**Data records:**
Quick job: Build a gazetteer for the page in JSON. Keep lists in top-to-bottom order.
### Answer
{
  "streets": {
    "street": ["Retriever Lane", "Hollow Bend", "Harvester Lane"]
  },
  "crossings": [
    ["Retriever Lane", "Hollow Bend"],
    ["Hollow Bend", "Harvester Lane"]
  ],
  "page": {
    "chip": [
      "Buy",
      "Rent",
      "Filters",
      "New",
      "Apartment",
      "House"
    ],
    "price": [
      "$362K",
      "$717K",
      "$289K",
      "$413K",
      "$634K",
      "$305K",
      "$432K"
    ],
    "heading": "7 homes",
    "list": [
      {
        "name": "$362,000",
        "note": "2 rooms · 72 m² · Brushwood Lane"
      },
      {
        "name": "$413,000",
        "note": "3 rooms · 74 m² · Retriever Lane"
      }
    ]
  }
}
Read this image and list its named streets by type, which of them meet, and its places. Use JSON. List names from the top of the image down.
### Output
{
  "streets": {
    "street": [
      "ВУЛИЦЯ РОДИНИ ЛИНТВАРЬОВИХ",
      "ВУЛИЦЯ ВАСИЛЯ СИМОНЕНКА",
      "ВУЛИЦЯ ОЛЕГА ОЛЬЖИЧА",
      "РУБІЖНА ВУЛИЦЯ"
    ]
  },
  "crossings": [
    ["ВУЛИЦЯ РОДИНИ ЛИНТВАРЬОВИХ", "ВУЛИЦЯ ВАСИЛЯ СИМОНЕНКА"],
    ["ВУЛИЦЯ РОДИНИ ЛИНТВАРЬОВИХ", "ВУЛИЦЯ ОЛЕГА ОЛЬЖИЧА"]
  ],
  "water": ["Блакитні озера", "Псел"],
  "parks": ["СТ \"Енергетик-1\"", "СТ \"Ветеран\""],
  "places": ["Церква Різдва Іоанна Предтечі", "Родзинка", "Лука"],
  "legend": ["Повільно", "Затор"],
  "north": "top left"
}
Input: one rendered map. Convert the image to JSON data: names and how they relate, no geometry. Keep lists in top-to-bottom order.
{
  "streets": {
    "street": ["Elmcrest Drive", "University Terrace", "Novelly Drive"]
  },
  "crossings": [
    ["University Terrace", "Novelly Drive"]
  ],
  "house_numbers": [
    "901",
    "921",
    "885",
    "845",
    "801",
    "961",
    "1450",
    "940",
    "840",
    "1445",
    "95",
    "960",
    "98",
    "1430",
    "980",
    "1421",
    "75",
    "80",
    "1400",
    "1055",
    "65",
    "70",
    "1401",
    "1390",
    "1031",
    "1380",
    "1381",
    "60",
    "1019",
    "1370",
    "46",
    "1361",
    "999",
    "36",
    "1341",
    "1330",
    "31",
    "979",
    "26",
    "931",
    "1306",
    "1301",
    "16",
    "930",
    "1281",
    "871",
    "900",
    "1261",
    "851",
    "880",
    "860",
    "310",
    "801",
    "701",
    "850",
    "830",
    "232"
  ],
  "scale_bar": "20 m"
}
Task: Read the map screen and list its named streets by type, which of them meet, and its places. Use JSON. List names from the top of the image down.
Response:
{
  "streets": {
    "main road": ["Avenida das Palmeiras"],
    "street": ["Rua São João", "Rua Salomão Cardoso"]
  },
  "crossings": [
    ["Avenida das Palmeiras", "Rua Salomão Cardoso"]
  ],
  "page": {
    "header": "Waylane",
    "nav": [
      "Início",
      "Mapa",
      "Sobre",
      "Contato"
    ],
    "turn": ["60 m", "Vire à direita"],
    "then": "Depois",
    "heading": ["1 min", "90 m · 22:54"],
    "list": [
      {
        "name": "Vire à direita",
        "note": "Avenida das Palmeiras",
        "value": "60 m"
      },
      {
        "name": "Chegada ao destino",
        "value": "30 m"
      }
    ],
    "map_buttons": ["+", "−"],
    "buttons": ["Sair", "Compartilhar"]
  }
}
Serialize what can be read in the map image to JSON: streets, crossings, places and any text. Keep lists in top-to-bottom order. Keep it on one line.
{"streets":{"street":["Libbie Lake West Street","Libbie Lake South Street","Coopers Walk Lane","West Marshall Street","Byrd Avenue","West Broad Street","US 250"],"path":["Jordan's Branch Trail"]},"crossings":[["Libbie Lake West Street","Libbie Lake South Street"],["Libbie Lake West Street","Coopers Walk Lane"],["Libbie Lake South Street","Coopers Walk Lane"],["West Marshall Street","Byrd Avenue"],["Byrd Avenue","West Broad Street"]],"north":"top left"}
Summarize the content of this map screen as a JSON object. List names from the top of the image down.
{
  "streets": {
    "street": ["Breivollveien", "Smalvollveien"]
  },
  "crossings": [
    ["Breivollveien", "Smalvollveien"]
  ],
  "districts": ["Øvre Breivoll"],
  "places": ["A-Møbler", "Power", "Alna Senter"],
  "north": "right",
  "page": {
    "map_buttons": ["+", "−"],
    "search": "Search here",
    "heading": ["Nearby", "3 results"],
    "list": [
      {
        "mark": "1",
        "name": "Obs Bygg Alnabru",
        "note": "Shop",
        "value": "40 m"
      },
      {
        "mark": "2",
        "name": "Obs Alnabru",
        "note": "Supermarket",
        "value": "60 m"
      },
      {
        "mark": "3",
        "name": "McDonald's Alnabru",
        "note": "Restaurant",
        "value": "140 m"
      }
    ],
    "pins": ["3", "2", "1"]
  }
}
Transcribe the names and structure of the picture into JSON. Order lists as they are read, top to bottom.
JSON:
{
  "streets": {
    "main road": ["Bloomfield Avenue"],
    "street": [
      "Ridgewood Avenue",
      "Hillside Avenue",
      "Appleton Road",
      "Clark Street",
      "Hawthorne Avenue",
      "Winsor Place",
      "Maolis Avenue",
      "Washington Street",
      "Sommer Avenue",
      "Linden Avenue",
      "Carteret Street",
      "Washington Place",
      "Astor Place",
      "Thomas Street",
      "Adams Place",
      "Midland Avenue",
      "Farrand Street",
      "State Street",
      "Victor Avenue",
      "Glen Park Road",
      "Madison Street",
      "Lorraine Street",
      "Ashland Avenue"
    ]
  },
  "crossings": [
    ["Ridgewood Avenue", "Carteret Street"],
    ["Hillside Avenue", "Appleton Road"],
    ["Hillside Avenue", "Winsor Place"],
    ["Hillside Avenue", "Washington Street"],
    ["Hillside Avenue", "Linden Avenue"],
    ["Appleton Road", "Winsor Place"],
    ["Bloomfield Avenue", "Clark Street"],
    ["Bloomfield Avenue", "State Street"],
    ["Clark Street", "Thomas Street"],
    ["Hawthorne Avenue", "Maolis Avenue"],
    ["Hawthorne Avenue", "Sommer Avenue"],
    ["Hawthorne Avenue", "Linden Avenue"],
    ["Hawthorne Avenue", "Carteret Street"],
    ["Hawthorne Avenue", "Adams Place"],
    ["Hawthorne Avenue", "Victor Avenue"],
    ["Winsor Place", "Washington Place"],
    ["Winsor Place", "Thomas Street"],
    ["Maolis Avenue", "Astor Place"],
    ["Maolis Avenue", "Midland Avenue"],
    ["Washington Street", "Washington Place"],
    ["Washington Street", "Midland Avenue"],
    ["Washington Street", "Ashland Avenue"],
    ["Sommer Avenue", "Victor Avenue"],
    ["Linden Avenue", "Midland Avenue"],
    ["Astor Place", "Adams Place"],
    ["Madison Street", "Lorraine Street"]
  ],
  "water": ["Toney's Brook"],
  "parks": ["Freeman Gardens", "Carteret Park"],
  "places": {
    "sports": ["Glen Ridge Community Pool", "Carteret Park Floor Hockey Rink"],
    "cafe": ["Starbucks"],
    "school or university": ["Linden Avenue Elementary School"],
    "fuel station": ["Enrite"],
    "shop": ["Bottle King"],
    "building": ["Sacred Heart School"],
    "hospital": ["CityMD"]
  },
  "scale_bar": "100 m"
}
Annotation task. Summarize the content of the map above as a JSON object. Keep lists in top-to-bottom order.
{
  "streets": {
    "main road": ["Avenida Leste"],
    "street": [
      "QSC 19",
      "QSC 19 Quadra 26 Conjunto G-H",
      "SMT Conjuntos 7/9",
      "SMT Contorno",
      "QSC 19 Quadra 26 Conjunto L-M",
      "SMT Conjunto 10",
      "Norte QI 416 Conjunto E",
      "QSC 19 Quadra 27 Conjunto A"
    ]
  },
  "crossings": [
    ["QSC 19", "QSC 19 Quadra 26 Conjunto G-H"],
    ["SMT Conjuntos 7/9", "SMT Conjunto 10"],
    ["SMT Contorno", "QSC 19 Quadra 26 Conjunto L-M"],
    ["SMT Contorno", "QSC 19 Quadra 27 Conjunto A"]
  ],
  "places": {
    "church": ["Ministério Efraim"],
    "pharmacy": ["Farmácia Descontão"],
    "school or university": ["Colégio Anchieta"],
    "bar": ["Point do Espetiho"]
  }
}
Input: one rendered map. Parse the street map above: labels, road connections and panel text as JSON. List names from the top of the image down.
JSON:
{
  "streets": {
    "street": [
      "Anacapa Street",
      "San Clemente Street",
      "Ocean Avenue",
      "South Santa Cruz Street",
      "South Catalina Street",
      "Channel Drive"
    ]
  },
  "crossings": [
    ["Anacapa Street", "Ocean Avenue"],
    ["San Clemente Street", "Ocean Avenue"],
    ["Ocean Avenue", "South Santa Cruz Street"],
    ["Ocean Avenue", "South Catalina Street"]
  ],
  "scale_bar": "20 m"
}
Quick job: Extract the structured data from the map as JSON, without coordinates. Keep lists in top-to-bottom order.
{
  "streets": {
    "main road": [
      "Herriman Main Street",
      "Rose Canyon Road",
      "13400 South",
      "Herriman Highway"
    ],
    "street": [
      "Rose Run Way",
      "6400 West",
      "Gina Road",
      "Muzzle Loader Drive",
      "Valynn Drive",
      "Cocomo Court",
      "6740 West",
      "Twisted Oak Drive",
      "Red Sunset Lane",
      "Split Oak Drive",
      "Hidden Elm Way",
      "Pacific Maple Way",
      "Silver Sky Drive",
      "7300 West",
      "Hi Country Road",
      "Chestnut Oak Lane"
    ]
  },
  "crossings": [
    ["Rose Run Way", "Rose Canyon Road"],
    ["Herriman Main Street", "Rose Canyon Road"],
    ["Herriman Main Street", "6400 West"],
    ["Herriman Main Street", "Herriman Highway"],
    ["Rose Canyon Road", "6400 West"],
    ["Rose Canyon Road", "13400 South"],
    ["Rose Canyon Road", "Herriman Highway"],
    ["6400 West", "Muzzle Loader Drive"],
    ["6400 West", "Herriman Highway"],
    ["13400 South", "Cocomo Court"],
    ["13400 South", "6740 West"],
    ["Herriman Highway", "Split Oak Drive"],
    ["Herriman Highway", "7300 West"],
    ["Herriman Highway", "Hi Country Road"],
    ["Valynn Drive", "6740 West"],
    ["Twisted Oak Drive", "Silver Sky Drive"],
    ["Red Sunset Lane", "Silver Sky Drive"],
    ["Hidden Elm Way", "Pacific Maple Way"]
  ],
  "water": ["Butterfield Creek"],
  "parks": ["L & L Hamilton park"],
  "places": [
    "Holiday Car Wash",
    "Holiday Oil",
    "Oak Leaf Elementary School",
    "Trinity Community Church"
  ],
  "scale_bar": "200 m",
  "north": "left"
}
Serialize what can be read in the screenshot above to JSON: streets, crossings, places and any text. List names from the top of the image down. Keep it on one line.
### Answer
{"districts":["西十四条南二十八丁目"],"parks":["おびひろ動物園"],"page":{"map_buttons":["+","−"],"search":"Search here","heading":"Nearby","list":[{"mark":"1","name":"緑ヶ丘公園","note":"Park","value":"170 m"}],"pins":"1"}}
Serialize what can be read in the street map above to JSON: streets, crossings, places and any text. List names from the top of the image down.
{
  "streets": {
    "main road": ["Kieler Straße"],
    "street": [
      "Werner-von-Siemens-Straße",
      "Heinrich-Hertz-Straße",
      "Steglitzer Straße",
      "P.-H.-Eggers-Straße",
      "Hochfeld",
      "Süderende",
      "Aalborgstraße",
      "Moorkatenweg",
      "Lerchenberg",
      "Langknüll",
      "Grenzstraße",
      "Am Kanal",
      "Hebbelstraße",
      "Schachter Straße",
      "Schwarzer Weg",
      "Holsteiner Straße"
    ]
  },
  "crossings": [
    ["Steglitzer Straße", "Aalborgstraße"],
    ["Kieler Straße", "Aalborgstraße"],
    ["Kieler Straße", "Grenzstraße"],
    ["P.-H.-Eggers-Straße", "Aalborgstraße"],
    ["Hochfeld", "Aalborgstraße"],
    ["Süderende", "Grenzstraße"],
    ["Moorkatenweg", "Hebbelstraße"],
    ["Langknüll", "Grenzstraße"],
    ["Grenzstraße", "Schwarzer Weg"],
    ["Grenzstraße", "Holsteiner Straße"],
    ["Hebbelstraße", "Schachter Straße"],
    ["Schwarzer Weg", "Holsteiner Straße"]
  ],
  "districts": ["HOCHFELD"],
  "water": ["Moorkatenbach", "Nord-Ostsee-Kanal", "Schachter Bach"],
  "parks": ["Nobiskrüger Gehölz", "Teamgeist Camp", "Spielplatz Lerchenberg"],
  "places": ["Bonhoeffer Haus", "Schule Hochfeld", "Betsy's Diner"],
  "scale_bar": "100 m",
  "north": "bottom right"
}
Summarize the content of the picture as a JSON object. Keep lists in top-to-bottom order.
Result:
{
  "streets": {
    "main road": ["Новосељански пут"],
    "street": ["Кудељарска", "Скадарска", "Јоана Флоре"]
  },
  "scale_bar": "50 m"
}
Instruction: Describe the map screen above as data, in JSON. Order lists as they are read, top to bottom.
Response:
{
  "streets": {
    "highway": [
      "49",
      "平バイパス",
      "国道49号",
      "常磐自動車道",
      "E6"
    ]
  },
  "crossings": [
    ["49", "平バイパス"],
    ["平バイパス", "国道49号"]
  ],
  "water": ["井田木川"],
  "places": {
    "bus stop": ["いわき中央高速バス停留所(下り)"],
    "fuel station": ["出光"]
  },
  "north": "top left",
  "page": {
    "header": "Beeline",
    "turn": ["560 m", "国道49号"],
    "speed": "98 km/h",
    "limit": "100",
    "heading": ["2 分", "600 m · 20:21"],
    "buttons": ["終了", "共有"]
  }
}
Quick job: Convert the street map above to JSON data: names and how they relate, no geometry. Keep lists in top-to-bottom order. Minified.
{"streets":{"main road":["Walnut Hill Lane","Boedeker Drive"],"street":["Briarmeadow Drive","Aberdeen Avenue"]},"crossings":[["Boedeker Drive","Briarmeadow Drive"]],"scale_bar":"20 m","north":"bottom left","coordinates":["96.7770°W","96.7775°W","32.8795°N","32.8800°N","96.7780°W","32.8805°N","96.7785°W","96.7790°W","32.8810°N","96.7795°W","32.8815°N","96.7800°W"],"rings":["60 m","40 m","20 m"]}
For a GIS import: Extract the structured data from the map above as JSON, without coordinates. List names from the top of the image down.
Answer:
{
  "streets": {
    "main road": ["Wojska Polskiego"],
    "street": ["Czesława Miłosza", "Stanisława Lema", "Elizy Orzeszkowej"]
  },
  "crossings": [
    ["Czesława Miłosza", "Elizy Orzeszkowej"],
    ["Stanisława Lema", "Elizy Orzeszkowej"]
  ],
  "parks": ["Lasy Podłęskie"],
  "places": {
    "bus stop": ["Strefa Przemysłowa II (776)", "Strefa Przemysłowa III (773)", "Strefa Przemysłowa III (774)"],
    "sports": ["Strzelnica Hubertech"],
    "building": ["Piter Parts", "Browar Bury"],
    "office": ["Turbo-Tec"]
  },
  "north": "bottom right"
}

**Task to carry out:**
Return each line in the records that holds the string "picture".

**Task response:**
Transcribe the names and structure of the picture into JSON. Order lists as they are read, top to bottom.
Summarize the content of the picture as a JSON object. Keep lists in top-to-bottom order.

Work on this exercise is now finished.